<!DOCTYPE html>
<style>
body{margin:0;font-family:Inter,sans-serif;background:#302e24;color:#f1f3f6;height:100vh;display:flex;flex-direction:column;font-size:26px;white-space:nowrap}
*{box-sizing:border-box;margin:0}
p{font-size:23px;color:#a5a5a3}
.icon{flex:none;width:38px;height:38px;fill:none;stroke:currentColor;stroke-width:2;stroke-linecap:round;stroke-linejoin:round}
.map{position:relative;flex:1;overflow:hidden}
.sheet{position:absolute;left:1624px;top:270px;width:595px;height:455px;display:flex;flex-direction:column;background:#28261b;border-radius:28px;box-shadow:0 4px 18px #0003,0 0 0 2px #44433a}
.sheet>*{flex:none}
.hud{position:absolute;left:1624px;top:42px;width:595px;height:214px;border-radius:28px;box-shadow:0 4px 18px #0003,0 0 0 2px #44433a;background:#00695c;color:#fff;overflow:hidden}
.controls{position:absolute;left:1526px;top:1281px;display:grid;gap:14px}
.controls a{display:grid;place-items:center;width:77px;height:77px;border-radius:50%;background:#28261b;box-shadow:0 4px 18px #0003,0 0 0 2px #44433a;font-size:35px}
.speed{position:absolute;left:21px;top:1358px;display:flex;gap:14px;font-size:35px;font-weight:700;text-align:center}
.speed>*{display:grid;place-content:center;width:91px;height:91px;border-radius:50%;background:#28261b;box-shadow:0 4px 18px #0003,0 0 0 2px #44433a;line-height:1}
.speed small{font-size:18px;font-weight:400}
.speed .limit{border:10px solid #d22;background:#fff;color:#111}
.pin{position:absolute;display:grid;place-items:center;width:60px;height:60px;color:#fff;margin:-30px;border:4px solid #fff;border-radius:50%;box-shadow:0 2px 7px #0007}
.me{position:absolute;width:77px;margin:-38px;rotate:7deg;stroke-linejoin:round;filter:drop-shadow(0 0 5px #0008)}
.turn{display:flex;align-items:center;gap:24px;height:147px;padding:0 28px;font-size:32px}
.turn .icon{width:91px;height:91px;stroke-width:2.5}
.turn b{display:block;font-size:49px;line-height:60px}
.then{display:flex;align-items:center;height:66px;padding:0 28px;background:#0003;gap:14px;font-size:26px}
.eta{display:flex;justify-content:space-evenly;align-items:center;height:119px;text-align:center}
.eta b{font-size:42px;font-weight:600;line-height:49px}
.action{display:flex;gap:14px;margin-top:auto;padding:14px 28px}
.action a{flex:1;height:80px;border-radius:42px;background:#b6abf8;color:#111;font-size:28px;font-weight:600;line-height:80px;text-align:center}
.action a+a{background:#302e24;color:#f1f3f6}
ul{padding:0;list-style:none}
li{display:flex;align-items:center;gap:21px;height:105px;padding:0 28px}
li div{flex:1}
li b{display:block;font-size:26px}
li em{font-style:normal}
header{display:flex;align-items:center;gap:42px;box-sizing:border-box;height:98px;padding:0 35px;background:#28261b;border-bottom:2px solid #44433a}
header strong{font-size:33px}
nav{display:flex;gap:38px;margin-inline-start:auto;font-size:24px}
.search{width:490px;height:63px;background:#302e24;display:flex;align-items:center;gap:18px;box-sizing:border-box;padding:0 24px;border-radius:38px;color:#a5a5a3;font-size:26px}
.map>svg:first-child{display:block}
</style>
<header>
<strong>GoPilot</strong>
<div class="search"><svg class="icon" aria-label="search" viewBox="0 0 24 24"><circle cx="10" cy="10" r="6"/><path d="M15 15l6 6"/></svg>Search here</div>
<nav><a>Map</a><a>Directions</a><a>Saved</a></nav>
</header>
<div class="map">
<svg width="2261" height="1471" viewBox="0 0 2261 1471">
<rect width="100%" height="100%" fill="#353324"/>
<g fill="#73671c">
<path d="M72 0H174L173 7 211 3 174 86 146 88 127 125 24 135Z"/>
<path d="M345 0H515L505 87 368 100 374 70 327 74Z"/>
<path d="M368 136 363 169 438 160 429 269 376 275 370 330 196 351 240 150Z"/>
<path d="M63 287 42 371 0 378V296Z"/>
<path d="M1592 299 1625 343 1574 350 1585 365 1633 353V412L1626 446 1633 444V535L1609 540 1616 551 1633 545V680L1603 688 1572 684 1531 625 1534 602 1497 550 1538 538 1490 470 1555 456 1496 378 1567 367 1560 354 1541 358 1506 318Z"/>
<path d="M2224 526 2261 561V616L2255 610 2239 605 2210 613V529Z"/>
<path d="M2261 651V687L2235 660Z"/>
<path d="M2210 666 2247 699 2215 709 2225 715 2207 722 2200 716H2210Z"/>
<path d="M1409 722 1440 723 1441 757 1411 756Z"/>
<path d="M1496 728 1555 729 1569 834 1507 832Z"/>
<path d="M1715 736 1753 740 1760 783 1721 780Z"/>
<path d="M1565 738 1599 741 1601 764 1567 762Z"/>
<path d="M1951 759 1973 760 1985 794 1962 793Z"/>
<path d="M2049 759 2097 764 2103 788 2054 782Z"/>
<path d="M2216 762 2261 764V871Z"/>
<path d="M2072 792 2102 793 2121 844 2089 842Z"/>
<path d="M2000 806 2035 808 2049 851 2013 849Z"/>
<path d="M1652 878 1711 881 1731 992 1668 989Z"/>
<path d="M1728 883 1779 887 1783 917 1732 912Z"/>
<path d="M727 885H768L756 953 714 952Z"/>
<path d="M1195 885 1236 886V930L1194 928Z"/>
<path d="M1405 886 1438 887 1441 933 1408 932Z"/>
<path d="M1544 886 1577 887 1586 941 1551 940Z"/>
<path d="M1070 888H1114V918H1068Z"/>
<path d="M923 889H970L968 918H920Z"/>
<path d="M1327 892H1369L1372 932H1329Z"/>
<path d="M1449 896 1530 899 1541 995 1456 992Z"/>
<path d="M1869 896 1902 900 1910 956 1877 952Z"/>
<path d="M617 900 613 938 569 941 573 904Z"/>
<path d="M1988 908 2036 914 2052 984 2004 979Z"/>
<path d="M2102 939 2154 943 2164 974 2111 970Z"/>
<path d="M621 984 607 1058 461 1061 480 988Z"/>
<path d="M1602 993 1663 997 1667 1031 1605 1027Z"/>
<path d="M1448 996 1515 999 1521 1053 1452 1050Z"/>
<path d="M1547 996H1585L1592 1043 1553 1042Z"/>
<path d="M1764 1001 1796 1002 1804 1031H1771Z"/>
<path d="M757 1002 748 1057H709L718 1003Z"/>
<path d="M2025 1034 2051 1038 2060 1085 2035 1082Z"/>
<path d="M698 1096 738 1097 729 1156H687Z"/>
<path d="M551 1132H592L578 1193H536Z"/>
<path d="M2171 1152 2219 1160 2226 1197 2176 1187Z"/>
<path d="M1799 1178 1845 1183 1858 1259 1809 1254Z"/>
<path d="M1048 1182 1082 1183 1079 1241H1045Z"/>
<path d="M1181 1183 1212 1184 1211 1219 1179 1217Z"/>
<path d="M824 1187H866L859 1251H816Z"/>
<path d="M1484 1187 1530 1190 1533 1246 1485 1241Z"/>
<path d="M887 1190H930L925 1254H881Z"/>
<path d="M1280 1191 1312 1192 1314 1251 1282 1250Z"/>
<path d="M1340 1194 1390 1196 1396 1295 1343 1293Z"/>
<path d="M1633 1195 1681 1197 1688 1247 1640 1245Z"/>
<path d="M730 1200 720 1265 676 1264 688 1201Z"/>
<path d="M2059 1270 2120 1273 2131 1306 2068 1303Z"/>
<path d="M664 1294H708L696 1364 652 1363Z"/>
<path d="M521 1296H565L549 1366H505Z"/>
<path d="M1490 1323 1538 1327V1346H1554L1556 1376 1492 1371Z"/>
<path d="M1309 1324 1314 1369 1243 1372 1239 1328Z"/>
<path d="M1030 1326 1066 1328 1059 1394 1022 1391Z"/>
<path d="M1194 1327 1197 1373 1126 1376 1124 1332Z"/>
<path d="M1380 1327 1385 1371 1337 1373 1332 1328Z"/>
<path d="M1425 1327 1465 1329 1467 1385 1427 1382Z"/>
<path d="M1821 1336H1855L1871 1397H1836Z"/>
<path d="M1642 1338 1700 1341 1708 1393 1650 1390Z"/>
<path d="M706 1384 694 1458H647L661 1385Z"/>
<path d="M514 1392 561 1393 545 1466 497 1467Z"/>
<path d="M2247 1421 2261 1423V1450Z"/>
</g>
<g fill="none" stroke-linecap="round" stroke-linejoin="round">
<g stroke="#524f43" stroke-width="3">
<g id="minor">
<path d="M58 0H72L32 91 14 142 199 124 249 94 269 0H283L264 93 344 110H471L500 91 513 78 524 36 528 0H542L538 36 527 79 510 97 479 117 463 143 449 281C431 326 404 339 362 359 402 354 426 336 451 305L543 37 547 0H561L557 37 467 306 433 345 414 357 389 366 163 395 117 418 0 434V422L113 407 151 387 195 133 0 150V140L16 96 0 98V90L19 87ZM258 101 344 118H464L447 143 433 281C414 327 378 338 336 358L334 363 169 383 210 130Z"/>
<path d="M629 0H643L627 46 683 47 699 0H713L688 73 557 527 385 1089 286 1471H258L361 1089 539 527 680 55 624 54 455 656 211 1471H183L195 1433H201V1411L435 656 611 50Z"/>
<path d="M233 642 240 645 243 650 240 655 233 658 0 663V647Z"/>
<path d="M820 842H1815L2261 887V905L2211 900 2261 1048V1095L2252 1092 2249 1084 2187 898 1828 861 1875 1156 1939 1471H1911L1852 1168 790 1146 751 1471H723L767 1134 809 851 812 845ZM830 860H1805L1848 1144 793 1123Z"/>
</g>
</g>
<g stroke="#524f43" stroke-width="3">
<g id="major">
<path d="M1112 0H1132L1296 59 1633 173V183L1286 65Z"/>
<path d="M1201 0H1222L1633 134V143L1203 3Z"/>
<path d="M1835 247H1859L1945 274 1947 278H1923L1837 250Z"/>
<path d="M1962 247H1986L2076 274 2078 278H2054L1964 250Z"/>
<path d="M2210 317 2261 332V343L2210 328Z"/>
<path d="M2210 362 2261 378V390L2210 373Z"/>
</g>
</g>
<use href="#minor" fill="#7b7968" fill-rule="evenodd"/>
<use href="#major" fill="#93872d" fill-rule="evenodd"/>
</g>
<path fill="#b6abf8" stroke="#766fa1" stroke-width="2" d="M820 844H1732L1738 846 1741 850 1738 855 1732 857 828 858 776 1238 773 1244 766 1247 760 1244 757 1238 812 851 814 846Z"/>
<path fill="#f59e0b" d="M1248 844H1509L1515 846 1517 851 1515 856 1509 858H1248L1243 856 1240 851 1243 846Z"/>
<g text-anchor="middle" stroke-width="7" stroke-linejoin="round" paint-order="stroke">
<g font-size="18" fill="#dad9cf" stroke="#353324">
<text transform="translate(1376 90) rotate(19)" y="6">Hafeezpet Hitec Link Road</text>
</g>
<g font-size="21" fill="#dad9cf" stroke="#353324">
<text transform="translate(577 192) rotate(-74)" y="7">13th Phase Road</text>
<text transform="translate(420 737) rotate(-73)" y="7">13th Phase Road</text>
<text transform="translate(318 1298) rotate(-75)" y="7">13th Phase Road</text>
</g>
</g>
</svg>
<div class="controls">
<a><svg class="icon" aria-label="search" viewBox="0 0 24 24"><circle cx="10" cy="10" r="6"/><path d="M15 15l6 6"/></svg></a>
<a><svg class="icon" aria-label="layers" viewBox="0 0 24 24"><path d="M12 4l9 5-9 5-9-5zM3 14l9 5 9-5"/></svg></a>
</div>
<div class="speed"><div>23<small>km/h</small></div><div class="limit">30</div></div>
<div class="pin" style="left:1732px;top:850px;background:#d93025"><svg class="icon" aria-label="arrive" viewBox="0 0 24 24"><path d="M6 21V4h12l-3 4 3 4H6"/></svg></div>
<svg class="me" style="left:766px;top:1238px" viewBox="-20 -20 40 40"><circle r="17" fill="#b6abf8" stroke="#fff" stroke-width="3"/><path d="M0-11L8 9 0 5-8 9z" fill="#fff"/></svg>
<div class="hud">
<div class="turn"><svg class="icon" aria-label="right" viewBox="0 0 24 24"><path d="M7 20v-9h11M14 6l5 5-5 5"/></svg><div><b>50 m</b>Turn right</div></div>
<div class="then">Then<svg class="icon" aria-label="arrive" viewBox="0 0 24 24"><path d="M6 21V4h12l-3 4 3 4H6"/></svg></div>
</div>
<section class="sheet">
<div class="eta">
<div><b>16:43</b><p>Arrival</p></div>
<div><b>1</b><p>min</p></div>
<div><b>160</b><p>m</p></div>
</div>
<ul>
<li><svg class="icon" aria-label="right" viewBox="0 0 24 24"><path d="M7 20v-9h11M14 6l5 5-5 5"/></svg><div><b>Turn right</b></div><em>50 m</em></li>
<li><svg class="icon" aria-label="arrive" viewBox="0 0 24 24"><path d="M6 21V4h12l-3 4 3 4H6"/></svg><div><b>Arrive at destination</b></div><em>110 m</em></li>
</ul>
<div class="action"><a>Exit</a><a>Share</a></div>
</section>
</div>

**EXERCISE REQUIREMENTS**
Which lines of the entries above contain the string "speed"? Copy each one.

**YOUR SOLUTION**
.speed{position:absolute;left:21px;top:1358px;display:flex;gap:14px;font-size:35px;font-weight:700;text-align:center}
.speed>*{display:grid;place-content:center;width:91px;height:91px;border-radius:50%;background:#28261b;box-shadow:0 4px 18px #0003,0 0 0 2px #44433a;line-height:1}
.speed small{font-size:18px;font-weight:400}
.speed .limit{border:10px solid #d22;background:#fff;color:#111}
<div class="speed"><div>23<small>km/h</small></div><div class="limit">30</div></div>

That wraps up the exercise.